EXERCISE INPUT -
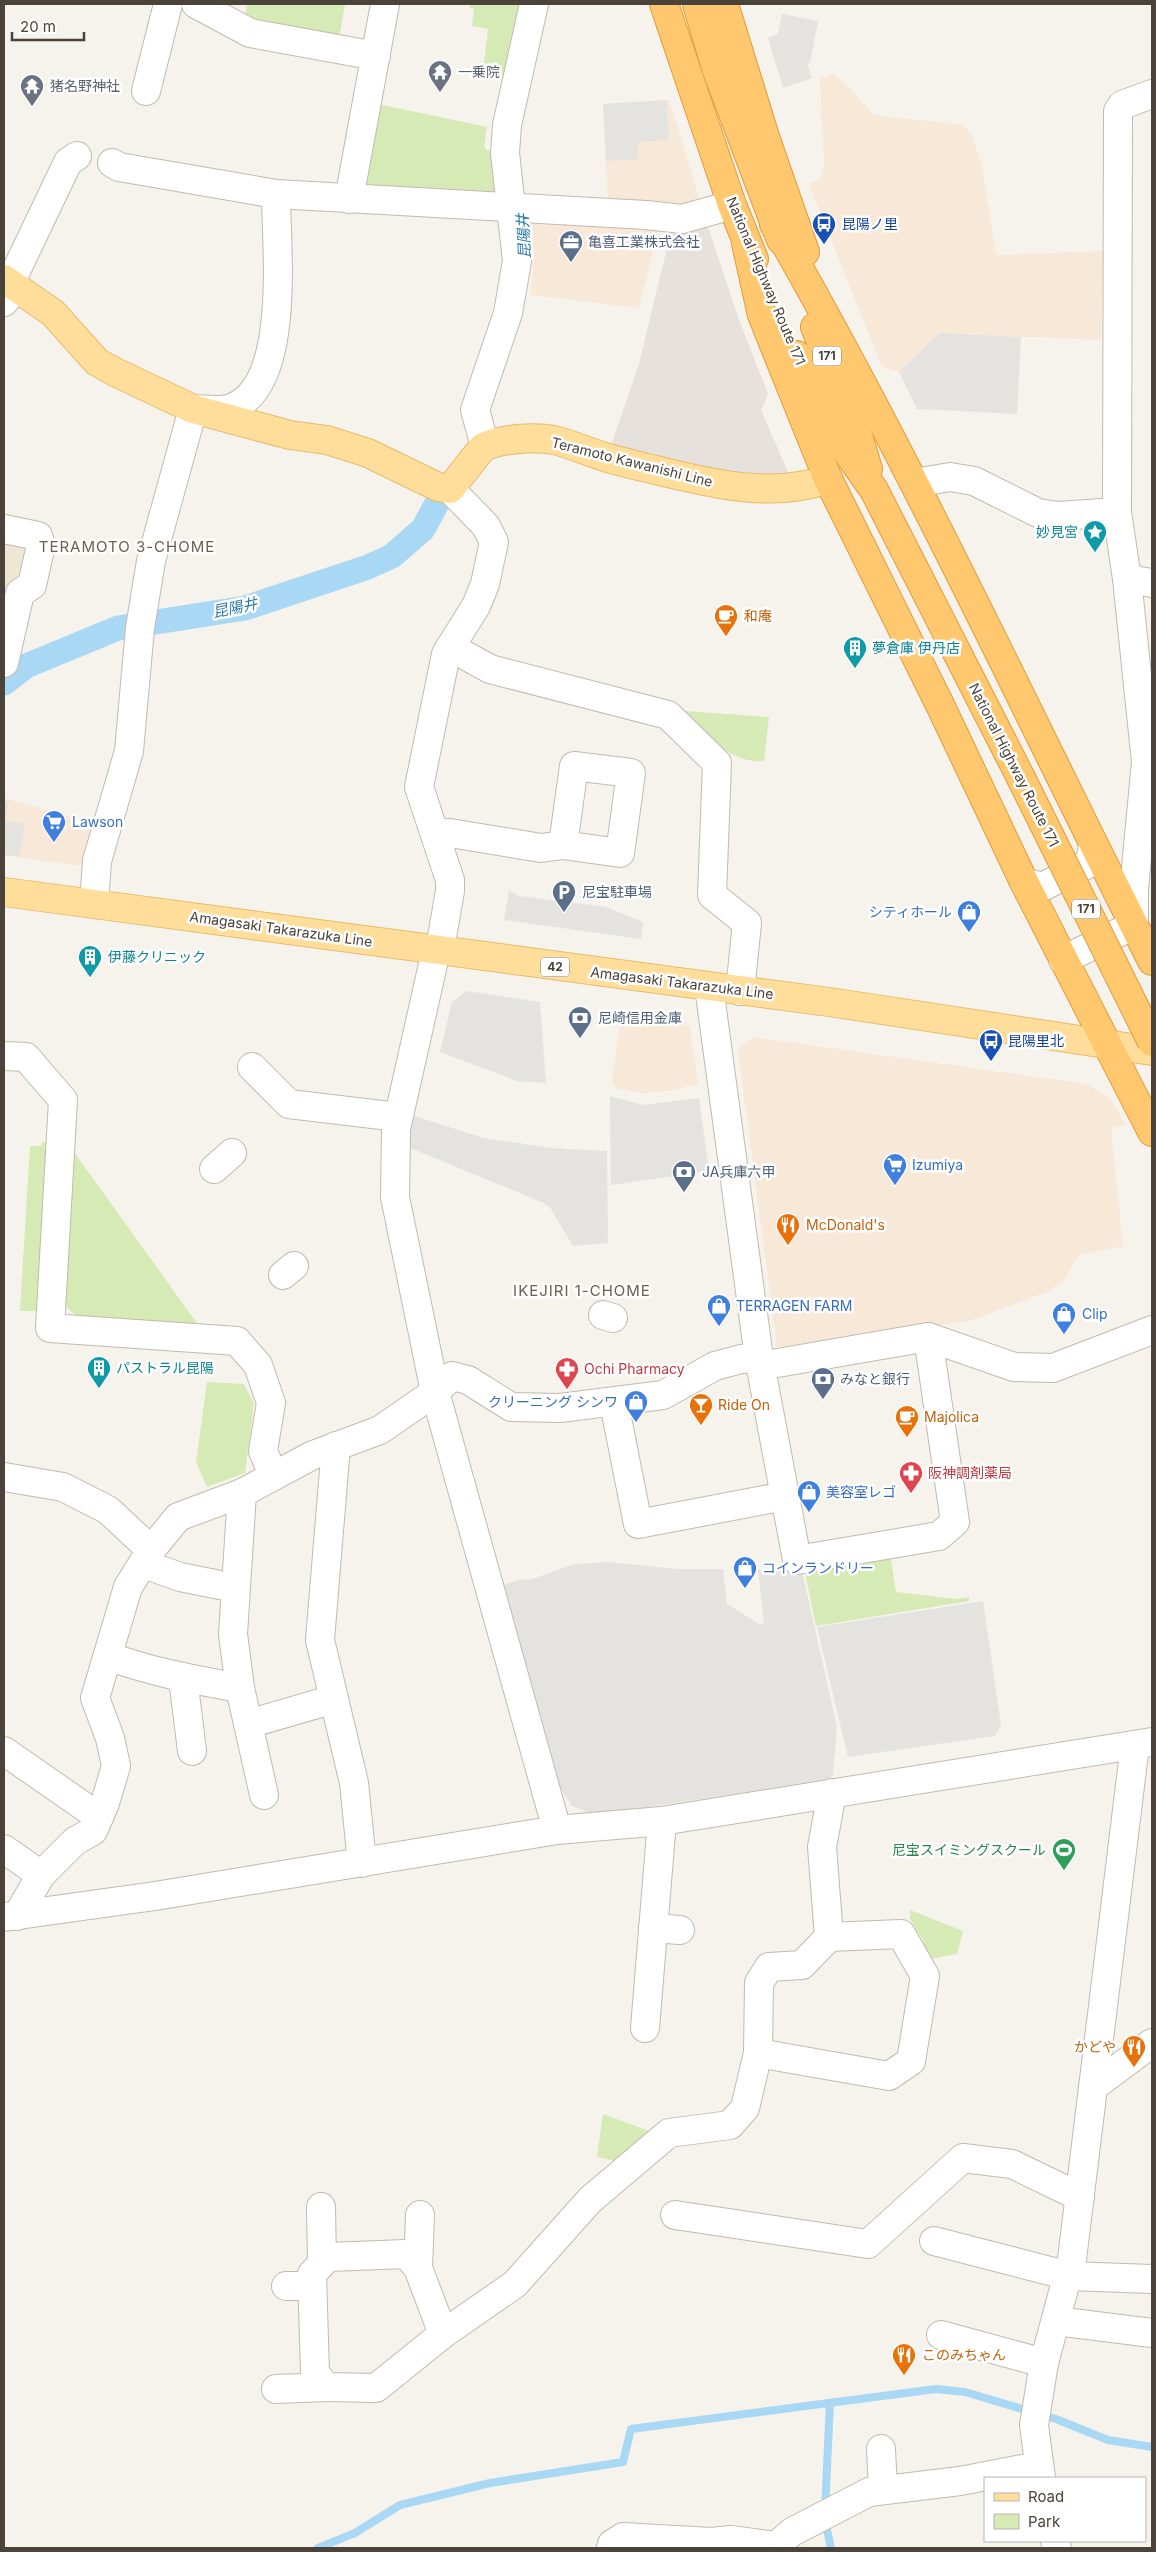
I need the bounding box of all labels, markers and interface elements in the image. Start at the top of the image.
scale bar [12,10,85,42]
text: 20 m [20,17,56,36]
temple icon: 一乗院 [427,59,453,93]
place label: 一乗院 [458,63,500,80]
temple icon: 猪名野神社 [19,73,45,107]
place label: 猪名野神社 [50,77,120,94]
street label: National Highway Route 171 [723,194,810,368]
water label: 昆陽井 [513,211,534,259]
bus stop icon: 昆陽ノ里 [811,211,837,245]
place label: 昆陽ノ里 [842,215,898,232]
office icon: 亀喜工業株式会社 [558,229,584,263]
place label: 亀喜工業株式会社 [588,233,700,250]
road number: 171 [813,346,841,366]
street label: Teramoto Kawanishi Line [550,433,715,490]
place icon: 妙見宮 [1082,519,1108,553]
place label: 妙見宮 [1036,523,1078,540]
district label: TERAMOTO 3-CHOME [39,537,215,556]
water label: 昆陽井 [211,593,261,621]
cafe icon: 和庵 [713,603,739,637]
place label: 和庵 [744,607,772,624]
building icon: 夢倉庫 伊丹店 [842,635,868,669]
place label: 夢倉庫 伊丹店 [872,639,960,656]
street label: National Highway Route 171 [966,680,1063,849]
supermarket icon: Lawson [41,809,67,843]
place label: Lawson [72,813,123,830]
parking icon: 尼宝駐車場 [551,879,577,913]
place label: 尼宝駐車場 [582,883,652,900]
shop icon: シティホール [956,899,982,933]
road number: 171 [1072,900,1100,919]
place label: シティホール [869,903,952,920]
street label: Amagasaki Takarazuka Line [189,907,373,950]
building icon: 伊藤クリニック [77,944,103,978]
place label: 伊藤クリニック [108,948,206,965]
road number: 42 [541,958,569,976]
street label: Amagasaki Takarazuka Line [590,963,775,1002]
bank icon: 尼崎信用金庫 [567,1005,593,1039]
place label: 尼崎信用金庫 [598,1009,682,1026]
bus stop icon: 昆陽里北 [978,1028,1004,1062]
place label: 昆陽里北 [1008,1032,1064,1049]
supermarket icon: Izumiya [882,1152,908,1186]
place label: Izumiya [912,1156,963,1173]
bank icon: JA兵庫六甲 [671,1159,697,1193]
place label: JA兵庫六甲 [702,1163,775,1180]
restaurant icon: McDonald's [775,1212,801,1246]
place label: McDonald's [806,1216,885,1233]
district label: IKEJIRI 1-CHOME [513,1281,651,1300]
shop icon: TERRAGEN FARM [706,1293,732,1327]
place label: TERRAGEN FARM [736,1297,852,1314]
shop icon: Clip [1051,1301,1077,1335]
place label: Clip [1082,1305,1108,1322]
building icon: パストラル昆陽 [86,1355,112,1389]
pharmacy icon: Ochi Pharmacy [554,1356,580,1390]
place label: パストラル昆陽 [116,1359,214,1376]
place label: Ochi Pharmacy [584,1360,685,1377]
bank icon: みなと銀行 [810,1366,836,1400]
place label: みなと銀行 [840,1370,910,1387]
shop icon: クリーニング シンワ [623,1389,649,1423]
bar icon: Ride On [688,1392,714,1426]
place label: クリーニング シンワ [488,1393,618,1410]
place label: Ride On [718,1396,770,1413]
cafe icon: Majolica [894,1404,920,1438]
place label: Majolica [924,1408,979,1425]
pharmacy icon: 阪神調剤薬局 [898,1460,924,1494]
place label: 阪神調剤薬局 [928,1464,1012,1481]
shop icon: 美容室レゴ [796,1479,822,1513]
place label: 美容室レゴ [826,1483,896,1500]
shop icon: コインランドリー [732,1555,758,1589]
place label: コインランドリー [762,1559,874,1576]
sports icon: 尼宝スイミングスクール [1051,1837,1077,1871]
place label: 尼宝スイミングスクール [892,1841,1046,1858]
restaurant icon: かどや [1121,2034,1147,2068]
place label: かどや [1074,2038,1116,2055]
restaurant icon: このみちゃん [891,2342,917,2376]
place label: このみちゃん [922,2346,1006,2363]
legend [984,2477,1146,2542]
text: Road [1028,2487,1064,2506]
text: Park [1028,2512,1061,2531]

WORK ORDER - Nothing but the pictures should be left out when the listing is repeated exactly.

TASK OUTPUT -
I need the bounding box of all labels, markers and interface elements in the image. Start at the top of the image.
scale bar [12,10,85,42]
text: 20 m [20,17,56,36]
temple icon: 一乗院 [427,59,453,93]
place label: 一乗院 [458,63,500,80]
temple icon: 猪名野神社 [19,73,45,107]
place label: 猪名野神社 [50,77,120,94]
street label: National Highway Route 171 [723,194,810,368]
water label: 昆陽井 [513,211,534,259]
bus stop icon: 昆陽ノ里 [811,211,837,245]
place label: 昆陽ノ里 [842,215,898,232]
office icon: 亀喜工業株式会社 [558,229,584,263]
place label: 亀喜工業株式会社 [588,233,700,250]
road number: 171 [813,346,841,366]
street label: Teramoto Kawanishi Line [550,433,715,490]
place icon: 妙見宮 [1082,519,1108,553]
place label: 妙見宮 [1036,523,1078,540]
district label: TERAMOTO 3-CHOME [39,537,215,556]
water label: 昆陽井 [211,593,261,621]
cafe icon: 和庵 [713,603,739,637]
place label: 和庵 [744,607,772,624]
building icon: 夢倉庫 伊丹店 [842,635,868,669]
place label: 夢倉庫 伊丹店 [872,639,960,656]
street label: National Highway Route 171 [966,680,1063,849]
supermarket icon: Lawson [41,809,67,843]
place label: Lawson [72,813,123,830]
parking icon: 尼宝駐車場 [551,879,577,913]
place label: 尼宝駐車場 [582,883,652,900]
shop icon: シティホール [956,899,982,933]
road number: 171 [1072,900,1100,919]
place label: シティホール [869,903,952,920]
street label: Amagasaki Takarazuka Line [189,907,373,950]
building icon: 伊藤クリニック [77,944,103,978]
place label: 伊藤クリニック [108,948,206,965]
road number: 42 [541,958,569,976]
street label: Amagasaki Takarazuka Line [590,963,775,1002]
bank icon: 尼崎信用金庫 [567,1005,593,1039]
place label: 尼崎信用金庫 [598,1009,682,1026]
bus stop icon: 昆陽里北 [978,1028,1004,1062]
place label: 昆陽里北 [1008,1032,1064,1049]
supermarket icon: Izumiya [882,1152,908,1186]
place label: Izumiya [912,1156,963,1173]
bank icon: JA兵庫六甲 [671,1159,697,1193]
place label: JA兵庫六甲 [702,1163,775,1180]
restaurant icon: McDonald's [775,1212,801,1246]
place label: McDonald's [806,1216,885,1233]
district label: IKEJIRI 1-CHOME [513,1281,651,1300]
shop icon: TERRAGEN FARM [706,1293,732,1327]
place label: TERRAGEN FARM [736,1297,852,1314]
shop icon: Clip [1051,1301,1077,1335]
place label: Clip [1082,1305,1108,1322]
building icon: パストラル昆陽 [86,1355,112,1389]
pharmacy icon: Ochi Pharmacy [554,1356,580,1390]
place label: パストラル昆陽 [116,1359,214,1376]
place label: Ochi Pharmacy [584,1360,685,1377]
bank icon: みなと銀行 [810,1366,836,1400]
place label: みなと銀行 [840,1370,910,1387]
shop icon: クリーニング シンワ [623,1389,649,1423]
bar icon: Ride On [688,1392,714,1426]
place label: クリーニング シンワ [488,1393,618,1410]
place label: Ride On [718,1396,770,1413]
cafe icon: Majolica [894,1404,920,1438]
place label: Majolica [924,1408,979,1425]
pharmacy icon: 阪神調剤薬局 [898,1460,924,1494]
place label: 阪神調剤薬局 [928,1464,1012,1481]
shop icon: 美容室レゴ [796,1479,822,1513]
place label: 美容室レゴ [826,1483,896,1500]
shop icon: コインランドリー [732,1555,758,1589]
place label: コインランドリー [762,1559,874,1576]
sports icon: 尼宝スイミングスクール [1051,1837,1077,1871]
place label: 尼宝スイミングスクール [892,1841,1046,1858]
restaurant icon: かどや [1121,2034,1147,2068]
place label: かどや [1074,2038,1116,2055]
restaurant icon: このみちゃん [891,2342,917,2376]
place label: このみちゃん [922,2346,1006,2363]
legend [984,2477,1146,2542]
text: Road [1028,2487,1064,2506]
text: Park [1028,2512,1061,2531]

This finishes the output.